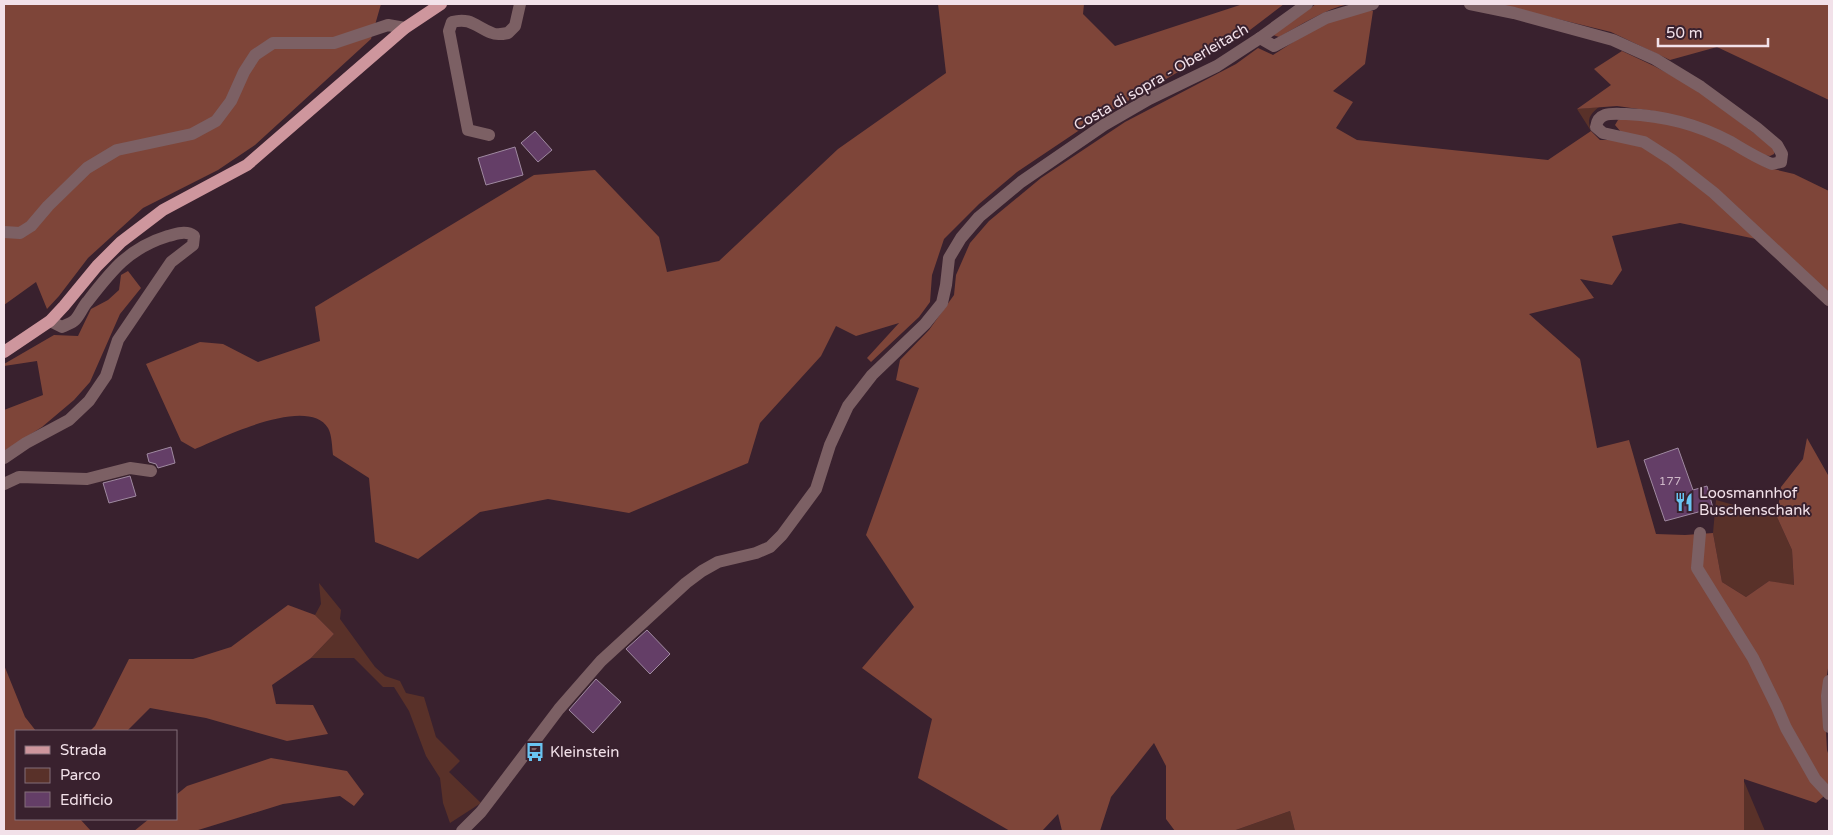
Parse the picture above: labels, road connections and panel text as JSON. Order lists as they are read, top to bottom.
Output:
{
  "streets": {
    "street": ["Costa di sopra - Oberleitach"]
  },
  "places": {
    "restaurant": ["Loosmannhof Buschenschank"],
    "bus stop": ["Kleinstein"]
  },
  "house_numbers": ["177"],
  "legend": ["Strada", "Parco", "Edificio"],
  "scale_bar": "50 m"
}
+--
Task goal. The reply should hold every line of the records unchanged and no pictures.

Response to this task.
Parse the picture above: labels, road connections and panel text as JSON. Order lists as they are read, top to bottom.
Output:
{
  "streets": {
    "street": ["Costa di sopra - Oberleitach"]
  },
  "places": {
    "restaurant": ["Loosmannhof Buschenschank"],
    "bus stop": ["Kleinstein"]
  },
  "house_numbers": ["177"],
  "legend": ["Strada", "Parco", "Edificio"],
  "scale_bar": "50 m"
}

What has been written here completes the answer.